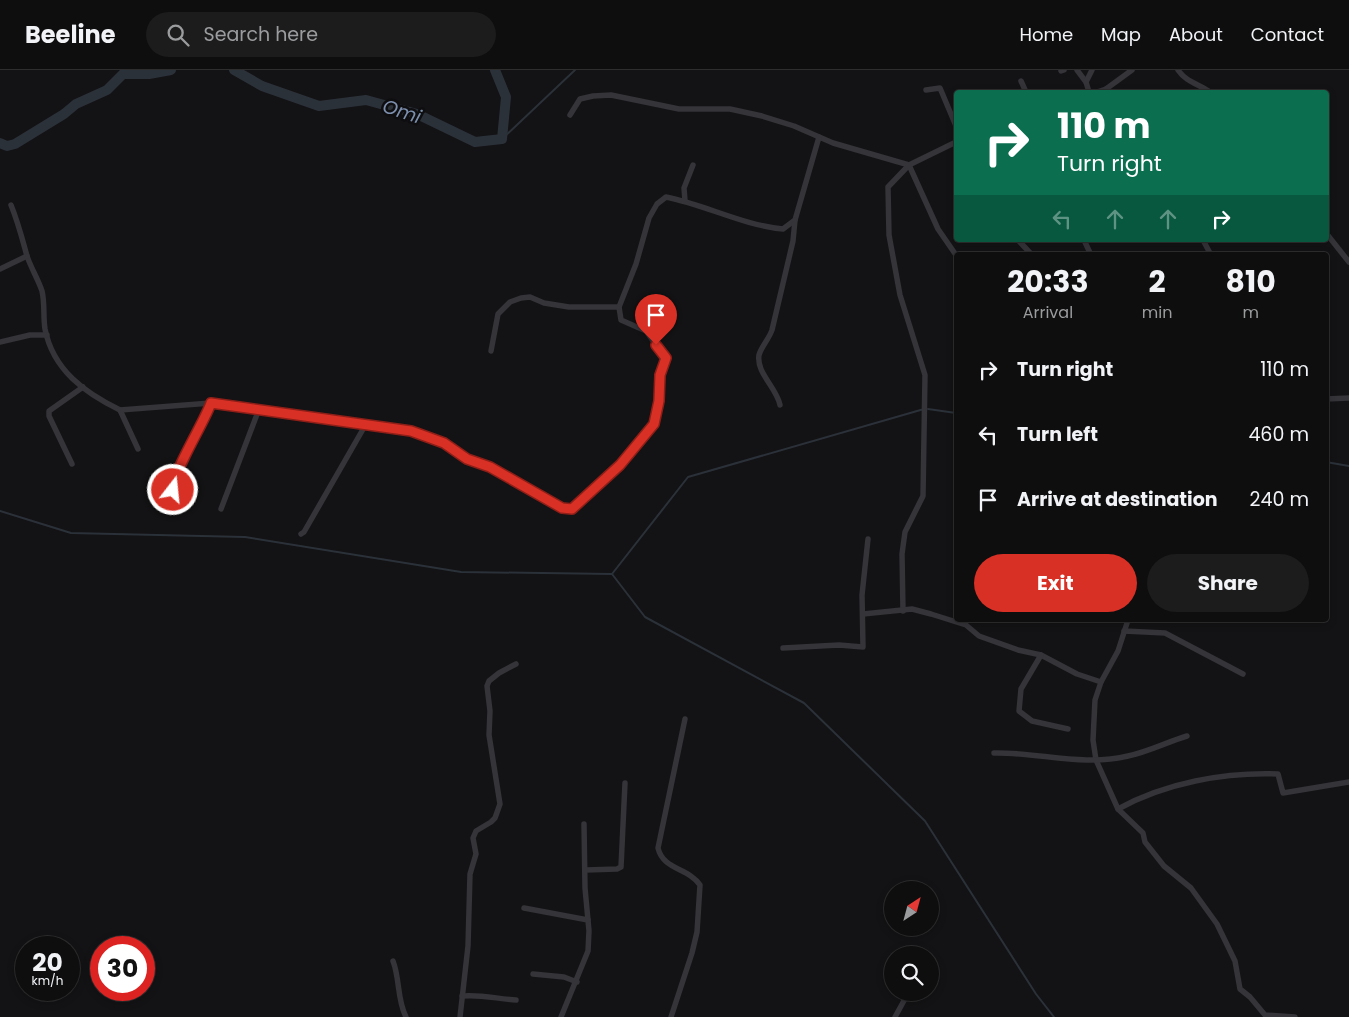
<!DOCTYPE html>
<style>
:root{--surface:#0e0e0f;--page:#1c1c1d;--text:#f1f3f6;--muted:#9b9c9e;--line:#2e2e2f;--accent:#d93025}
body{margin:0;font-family:Poppins,sans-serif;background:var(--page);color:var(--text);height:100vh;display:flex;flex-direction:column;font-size:19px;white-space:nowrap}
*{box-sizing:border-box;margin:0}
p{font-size:16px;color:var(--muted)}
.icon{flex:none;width:28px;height:28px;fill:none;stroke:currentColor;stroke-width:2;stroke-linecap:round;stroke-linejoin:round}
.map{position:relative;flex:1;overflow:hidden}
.side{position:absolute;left:954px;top:182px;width:375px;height:370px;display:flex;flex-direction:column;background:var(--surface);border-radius:5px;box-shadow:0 2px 8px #0003,0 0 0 1px var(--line)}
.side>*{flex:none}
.guide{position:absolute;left:954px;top:20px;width:375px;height:152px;border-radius:5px;box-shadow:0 2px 8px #0003,0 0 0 1px var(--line);background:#0b6e4f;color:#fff;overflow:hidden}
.needle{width:32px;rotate:36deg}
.controls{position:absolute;left:884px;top:811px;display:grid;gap:10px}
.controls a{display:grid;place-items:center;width:55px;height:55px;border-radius:50%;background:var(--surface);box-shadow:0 2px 8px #0003,0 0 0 1px var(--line);font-size:25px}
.speed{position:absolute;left:15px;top:866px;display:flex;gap:10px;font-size:25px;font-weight:700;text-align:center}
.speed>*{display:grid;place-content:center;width:65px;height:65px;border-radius:50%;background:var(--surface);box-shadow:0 2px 8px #0003,0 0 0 1px var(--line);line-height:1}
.speed small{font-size:12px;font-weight:400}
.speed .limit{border:8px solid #d22;background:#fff;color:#111}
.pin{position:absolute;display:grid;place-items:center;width:42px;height:42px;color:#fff;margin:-51px -21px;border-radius:50% 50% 50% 0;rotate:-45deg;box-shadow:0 0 5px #0007}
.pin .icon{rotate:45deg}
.me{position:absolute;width:55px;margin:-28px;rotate:16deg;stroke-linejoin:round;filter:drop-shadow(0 0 4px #0008)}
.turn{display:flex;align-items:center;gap:18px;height:105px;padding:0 20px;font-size:22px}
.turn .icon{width:65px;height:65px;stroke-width:2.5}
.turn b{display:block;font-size:35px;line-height:42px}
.lanes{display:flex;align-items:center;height:48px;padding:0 20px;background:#0003;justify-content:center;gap:25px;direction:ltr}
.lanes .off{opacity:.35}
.eta{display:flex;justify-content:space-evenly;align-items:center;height:85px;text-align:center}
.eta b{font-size:30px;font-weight:700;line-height:35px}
.button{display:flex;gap:10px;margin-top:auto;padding:10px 20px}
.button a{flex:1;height:58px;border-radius:30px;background:var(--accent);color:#fff;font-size:20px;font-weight:700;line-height:58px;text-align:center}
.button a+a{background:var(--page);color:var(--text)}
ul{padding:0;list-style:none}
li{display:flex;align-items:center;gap:15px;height:65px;padding:0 20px}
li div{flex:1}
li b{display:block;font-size:19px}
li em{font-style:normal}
header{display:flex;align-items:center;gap:30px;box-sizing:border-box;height:70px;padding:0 25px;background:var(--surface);border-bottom:1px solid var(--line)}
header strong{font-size:24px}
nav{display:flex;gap:28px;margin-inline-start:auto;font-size:18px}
.search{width:350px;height:45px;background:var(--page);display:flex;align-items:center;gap:12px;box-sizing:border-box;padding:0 18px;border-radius:28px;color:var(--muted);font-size:19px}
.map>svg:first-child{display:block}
</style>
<header>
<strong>Beeline</strong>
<div class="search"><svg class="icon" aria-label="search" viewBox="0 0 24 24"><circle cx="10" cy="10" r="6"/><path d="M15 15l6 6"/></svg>Search here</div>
<nav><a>Home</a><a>Map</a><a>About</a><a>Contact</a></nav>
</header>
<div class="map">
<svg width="1349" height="947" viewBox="0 0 1349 947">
<rect width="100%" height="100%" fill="#131214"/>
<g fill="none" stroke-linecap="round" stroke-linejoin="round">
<g stroke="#2b3139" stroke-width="2">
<path d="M502 69 575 0"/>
<path d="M928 339 956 343"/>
<path d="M1326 392 1349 396"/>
<path d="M0 441 71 463 245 467 461 502 612 504 688 407 924 339"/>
<path d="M612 504 645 547 804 633 925 751 1036 924 1054 947"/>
</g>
<g stroke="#2b3139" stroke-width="10">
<path d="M234 0 262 16 319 36 366 30 417 44 475 72 502 69 506 27 495 0"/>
<path d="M0 73 7 76 15 74 64 44 76 34 107 20 123 4H149L171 0"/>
</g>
<g stroke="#343439" stroke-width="5.5">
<path d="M1077 0 1086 12"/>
<path d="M1178 0C1186 12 1199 14 1210 22"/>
<path d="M1061 1 1064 0"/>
<path d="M1021 11 1026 22"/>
<path d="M926 20 940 18 956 56"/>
<path d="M1089 22 1086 12 1092 0"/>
<path d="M1097 22 1106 19"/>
<path d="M1106 22V19L1132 0"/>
<path d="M570 45 580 29 593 26 611 25 679 39H730L762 46 794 56 833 73 909 95 938 159 956 185"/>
<path d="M685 131 684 118 693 95"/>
<path d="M11 135C18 152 22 168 27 186 31 198 38 209 42 221 45 233 43 247 45 259 53 300 85 323 120 340L211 333 403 359 444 373 467 389 490 397 562 438 572 439 621 395 654 354 659 331 661 305 665 288 646 261 621 250 619 237 636 194 649 148 657 134 666 127C706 135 742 155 783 159L795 150 819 67"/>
<path d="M1326 163 1349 192"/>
<path d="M1018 170 1032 185"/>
<path d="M1084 170 1091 185"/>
<path d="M1203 170 1211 185"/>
<path d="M0 199 27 186"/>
<path d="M0 272 30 265H47"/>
<path d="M491 281 498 244 510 232 521 228 530 227 544 233 569 237H619"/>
<path d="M1326 329 1349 328"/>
<path d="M780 335C777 318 756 303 759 285 761 277 769 269 772 260L793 171 795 150"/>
<path d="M120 340 138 379"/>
<path d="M72 394 49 346V341L83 317"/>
<path d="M173 420C171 405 204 353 211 333"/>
<path d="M221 439 259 339"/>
<path d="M301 464 304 462 366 354"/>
<path d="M903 541 902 484 905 462 923 426 925 305 900 225 889 165 888 117 909 95 956 72"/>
<path d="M863 544 912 539 931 544 966 555 979 566 1018 580 1041 585 1077 604 1101 612"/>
<path d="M1128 550 1118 581 1101 612 1095 630 1093 670 1096 690 1118 739 1143 763 1145 772 1164 796 1191 818 1217 854 1235 891 1240 919 1250 927 1265 945 1295 947"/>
<path d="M1124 561 1165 563 1243 604"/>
<path d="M783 578 839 575 863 577 862 525 868 469"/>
<path d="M1041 585 1021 619 1019 641 1032 651 1068 659"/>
<path d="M994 683C1039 682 1083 697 1128 686 1148 682 1167 672 1187 666"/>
<path d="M1118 739C1165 713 1224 702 1278 704L1283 723 1349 712"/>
<path d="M586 800 617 799 621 797 625 713"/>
<path d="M524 838 588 850"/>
<path d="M393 891C400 909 397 930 406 947"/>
<path d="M533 904 564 907 577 912"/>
<path d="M462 926C480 924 498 929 516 930"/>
<path d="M460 947 468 876 470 804 476 784 473 768 476 761 491 752 495 748 500 734 489 665 490 641 487 616 489 611 499 603 516 594"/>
<path d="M561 947 588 881 589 861 585 818 584 754"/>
<path d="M671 947 692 883 697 862 700 815C689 798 663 800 658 778L685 649"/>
<path d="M895 947 906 927"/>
</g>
</g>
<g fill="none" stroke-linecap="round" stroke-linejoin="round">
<defs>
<path id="route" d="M173 420C171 405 204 353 211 333L411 361 444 373 467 389 490 397 562 438 572 439 620 395 654 354 659 331 660 305 666 288 656 275"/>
</defs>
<use href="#route" stroke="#8d1f18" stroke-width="12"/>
<use href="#route" stroke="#d93025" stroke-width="9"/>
</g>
<g text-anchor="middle" stroke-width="5" stroke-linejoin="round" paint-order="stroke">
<g font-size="19" font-style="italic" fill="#7c90ae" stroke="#0e0d0f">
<text transform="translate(402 41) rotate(18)" y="7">Omi</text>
</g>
</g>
</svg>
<div class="controls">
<a><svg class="needle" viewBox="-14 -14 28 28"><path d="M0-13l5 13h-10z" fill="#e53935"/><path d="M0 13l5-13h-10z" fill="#9b9c9e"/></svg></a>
<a><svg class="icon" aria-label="search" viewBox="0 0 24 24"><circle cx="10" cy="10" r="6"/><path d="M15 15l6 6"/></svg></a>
</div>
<div class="speed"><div>20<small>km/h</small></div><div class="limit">30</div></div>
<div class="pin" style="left:656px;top:275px;background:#d93025"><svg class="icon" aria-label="arrive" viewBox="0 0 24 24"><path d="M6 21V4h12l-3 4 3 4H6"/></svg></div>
<svg class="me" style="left:173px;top:420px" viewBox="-20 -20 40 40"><circle r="17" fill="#d93025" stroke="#fff" stroke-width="3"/><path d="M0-11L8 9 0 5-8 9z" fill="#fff"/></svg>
<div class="guide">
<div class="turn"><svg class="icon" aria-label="right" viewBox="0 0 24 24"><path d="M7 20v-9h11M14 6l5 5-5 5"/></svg><div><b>110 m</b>Turn right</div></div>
<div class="lanes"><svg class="icon off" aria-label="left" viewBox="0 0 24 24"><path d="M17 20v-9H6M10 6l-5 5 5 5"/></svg><svg class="icon off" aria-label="ahead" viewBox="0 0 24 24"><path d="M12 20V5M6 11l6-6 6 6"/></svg><svg class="icon off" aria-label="ahead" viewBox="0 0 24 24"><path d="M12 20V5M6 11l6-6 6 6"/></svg><svg class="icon" aria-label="right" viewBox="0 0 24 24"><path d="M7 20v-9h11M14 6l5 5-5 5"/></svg></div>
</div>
<section class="side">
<div class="eta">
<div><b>20:33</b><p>Arrival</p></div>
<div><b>2</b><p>min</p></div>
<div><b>810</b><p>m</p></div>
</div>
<ul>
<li><svg class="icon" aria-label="right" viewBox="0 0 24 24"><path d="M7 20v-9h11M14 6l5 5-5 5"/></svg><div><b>Turn right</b></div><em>110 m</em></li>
<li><svg class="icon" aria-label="left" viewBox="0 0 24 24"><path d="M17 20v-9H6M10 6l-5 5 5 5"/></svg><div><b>Turn left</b></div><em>460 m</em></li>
<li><svg class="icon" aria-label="arrive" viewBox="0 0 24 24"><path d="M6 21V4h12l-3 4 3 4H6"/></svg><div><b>Arrive at destination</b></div><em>240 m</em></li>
</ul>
<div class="button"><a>Exit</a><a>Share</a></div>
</section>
</div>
+++
__Exercise objective__: Every line that holds the word "content" should be copied from the records above.

__Task response__:
.speed>*{display:grid;place-content:center;width:65px;height:65px;border-radius:50%;background:var(--surface);box-shadow:0 2px 8px #0003,0 0 0 1px var(--line);line-height:1}
.lanes{display:flex;align-items:center;height:48px;padding:0 20px;background:#0003;justify-content:center;gap:25px;direction:ltr}
.eta{display:flex;justify-content:space-evenly;align-items:center;height:85px;text-align:center}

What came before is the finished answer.